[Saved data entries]

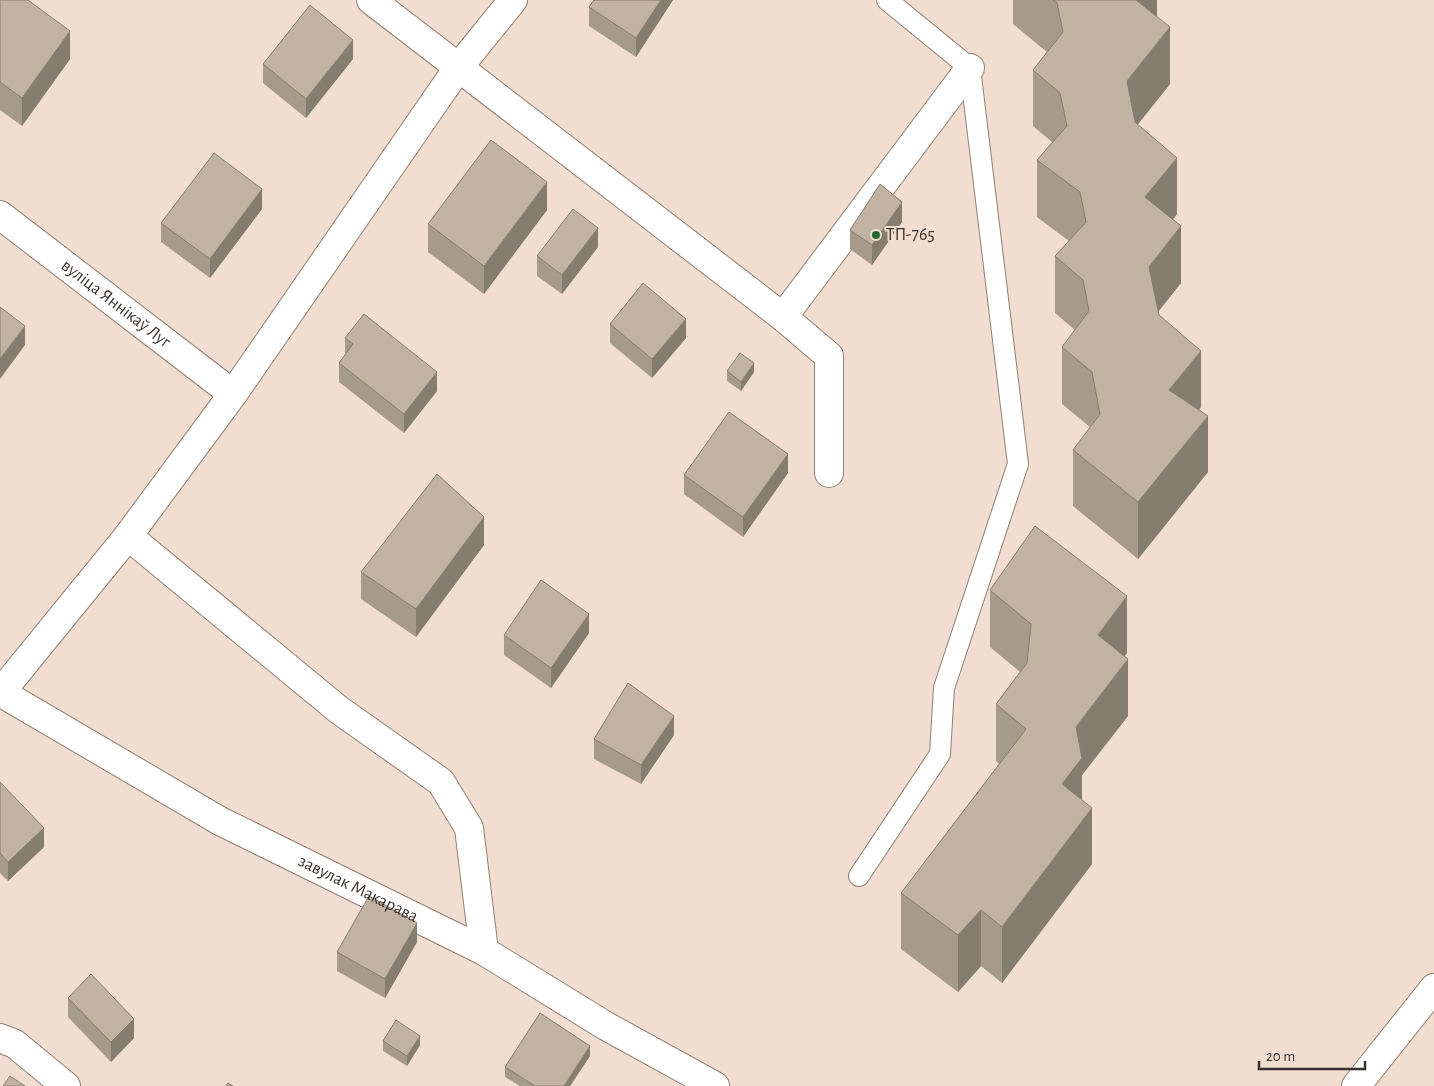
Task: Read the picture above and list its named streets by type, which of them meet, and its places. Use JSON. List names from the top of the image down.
{
  "streets": {
    "street": ["вуліца Яннікаў Луг", "завулак Макарава"]
  },
  "places": ["ТП-765"],
  "scale_bar": "20 m"
}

▶ **PROBLEM**
Copy all records exactly, no images.

▶ **ANSWER SPACE**
Task: Read the picture above and list its named streets by type, which of them meet, and its places. Use JSON. List names from the top of the image down.
{
  "streets": {
    "street": ["вуліца Яннікаў Луг", "завулак Макарава"]
  },
  "places": ["ТП-765"],
  "scale_bar": "20 m"
}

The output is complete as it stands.